Re: [PATCH v2 1/5] cgroup: introduce cgroup.kill

From: Roman Gushchin <hidden>
Date: 2021-05-05 19:13:48

Possibly related (same subject, not in this thread)

2021-05-05 · Re: [PATCH v2 1/5] cgroup: introduce cgroup.kill · Christian Brauner <hidden>
2021-05-05 · Re: [PATCH v2 1/5] cgroup: introduce cgroup.kill · Eric W. Biederman <hidden>
2021-05-05 · Re: [PATCH v2 1/5] cgroup: introduce cgroup.kill · Roman Gushchin <hidden>
2021-05-04 · Re: [PATCH v2 1/5] cgroup: introduce cgroup.kill · Shakeel Butt <hidden>
2021-05-04 · Re: [PATCH v2 1/5] cgroup: introduce cgroup.kill · Serge E. Hallyn <hidden>

On Wed, May 05, 2021 at 08:46:32PM +0200, Christian Brauner wrote:

On Wed, May 05, 2021 at 10:57:00AM -0700, Roman Gushchin wrote:

quoted

On Mon, May 03, 2021 at 04:39:19PM +0200, Christian Brauner wrote:

quoted

From: Christian Brauner <christian.brauner-GeWIH/nMZzLQT0dZR+AlfA@public.gmane.org>

Introduce the cgroup.kill file. It does what it says on the tin and
allows a caller to kill a cgroup by writing "1" into cgroup.kill.
The file is available in non-root cgroups.

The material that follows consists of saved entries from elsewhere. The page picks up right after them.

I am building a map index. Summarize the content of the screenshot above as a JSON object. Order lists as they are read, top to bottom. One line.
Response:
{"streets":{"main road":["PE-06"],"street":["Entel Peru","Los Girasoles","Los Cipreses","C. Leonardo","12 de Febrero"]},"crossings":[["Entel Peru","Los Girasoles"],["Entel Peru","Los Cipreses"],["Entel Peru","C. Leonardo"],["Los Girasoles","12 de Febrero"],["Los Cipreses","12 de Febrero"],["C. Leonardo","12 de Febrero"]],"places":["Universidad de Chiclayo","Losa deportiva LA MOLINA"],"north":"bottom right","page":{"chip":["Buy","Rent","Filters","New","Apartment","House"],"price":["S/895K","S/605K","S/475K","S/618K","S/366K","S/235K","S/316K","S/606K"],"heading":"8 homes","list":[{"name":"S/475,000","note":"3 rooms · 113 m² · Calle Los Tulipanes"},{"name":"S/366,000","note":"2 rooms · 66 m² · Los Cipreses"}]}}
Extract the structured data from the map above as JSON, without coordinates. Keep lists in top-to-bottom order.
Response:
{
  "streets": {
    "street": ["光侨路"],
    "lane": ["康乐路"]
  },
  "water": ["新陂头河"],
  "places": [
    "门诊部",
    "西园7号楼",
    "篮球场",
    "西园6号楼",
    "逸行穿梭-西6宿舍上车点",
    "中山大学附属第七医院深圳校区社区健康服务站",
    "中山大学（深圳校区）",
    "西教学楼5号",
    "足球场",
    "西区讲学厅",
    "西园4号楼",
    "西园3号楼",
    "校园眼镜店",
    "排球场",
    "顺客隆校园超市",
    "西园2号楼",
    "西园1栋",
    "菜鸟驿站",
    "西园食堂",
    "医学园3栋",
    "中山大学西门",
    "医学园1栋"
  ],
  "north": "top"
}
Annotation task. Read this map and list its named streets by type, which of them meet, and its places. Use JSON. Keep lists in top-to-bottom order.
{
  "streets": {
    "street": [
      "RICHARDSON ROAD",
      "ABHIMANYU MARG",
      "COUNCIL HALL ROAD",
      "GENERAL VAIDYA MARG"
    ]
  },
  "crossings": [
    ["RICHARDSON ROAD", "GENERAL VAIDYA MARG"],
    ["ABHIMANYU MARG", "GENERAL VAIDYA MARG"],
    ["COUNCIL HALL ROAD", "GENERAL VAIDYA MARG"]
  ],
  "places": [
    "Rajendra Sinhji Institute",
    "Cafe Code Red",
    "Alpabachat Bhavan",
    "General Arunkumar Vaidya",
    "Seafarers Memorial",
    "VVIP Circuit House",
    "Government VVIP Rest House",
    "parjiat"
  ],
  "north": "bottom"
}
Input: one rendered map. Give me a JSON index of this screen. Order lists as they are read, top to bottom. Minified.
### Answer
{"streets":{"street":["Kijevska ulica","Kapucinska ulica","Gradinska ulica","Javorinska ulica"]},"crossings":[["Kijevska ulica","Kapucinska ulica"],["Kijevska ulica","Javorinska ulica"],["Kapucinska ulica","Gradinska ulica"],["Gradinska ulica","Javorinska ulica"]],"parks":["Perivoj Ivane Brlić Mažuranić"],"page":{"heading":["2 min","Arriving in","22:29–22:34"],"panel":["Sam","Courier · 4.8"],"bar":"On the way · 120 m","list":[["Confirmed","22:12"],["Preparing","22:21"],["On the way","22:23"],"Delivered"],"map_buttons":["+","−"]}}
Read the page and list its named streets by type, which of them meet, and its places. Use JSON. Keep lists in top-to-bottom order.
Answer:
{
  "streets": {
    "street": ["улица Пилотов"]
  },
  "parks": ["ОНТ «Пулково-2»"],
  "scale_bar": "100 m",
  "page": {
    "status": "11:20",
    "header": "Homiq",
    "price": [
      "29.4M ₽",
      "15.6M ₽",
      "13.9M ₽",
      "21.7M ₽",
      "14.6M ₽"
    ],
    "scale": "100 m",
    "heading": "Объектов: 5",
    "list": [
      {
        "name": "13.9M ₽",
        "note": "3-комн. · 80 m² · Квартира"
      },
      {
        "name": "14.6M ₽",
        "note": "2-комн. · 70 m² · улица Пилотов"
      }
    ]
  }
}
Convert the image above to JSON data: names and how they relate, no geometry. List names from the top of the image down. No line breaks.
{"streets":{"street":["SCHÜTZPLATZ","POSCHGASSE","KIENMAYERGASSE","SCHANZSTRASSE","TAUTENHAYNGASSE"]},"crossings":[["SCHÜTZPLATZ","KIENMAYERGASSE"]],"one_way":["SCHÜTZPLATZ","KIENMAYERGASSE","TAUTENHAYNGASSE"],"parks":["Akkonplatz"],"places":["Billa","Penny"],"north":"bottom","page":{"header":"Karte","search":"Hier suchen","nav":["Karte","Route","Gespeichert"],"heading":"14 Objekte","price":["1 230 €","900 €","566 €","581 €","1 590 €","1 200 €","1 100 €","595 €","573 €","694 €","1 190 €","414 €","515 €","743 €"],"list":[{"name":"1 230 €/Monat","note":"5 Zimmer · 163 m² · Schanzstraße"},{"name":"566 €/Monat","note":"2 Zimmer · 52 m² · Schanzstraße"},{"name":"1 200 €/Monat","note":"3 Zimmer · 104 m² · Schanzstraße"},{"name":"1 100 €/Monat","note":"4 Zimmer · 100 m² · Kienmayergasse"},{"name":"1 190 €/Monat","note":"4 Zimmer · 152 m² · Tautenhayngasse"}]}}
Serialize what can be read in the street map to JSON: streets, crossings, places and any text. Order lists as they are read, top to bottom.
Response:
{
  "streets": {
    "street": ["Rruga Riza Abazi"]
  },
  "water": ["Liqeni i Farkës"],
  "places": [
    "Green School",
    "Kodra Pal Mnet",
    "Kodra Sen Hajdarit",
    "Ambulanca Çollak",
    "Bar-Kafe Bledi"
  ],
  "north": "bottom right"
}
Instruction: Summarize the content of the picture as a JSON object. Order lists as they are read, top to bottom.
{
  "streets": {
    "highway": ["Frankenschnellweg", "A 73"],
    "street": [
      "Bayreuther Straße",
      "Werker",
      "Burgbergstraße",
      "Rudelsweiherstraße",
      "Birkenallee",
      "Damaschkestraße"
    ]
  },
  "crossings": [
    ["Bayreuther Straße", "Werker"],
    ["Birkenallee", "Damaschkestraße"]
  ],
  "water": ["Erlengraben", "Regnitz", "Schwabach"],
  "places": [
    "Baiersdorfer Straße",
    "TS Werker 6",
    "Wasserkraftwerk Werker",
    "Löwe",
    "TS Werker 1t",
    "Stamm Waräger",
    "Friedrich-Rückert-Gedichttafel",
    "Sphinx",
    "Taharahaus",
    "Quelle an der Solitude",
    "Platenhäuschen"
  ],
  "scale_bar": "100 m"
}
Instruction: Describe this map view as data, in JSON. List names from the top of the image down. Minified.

Killing cgroups is a process directed operation, i.e. the whole
thread-group is affected. Consequently trying to write to cgroup.kill in
threaded cgroups will be rejected and EOPNOTSUPP returned. This behavior
aligns with cgroup.procs where reads in threaded-cgroups are rejected
with EOPNOTSUPP.

The cgroup.kill file is write-only since killing a cgroup is an event
not which makes it different from e.g. freezer where a cgroup
transitions between the two states.

As with all new cgroup features cgroup.kill is recursive by default.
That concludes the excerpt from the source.